[Dataset excerpts]
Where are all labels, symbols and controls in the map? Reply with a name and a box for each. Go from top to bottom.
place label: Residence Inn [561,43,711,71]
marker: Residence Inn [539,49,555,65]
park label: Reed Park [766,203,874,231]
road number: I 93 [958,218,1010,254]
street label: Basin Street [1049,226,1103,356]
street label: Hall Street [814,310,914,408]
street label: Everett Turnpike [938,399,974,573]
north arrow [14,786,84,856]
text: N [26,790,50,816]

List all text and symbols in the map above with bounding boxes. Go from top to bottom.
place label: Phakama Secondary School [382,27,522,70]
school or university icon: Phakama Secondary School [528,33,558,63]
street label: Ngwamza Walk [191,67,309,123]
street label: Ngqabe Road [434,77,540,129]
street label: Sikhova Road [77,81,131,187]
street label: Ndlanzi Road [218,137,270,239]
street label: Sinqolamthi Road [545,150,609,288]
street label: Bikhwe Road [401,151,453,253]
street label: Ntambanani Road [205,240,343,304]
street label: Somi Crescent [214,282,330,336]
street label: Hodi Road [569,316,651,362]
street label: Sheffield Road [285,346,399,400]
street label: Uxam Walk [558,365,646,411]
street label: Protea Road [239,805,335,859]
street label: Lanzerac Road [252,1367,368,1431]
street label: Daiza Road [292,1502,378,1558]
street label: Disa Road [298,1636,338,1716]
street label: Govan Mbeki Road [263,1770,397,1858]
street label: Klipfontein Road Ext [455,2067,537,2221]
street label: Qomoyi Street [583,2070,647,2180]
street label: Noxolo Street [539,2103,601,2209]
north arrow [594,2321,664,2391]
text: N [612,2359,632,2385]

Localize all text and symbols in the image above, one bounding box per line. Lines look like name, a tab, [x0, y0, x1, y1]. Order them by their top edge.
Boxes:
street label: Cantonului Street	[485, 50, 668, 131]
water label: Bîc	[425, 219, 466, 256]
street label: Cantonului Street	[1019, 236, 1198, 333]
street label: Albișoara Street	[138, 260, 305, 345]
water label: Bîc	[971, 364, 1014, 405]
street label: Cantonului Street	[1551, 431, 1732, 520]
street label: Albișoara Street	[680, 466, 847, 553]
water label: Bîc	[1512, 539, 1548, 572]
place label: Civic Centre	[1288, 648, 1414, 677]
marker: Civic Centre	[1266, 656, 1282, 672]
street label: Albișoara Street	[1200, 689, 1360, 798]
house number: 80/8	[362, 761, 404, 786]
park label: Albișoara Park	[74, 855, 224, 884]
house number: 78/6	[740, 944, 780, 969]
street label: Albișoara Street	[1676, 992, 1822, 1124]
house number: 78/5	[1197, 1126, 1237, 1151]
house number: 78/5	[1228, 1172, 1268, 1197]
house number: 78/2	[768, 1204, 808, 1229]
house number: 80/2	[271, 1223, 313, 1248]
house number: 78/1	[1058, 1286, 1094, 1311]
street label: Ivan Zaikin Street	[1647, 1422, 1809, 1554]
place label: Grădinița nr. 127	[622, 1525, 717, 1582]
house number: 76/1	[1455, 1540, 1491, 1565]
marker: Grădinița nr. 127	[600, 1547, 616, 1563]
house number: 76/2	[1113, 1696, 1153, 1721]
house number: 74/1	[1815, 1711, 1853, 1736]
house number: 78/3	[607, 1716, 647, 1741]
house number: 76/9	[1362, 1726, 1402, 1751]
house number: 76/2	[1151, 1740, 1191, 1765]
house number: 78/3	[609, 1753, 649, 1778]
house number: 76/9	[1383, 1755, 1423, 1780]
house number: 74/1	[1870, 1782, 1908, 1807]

_Problem requirements_
Copy each line of the data above that holds "north".

_Answer space_
north arrow [14,786,84,856]
north arrow [594,2321,664,2391]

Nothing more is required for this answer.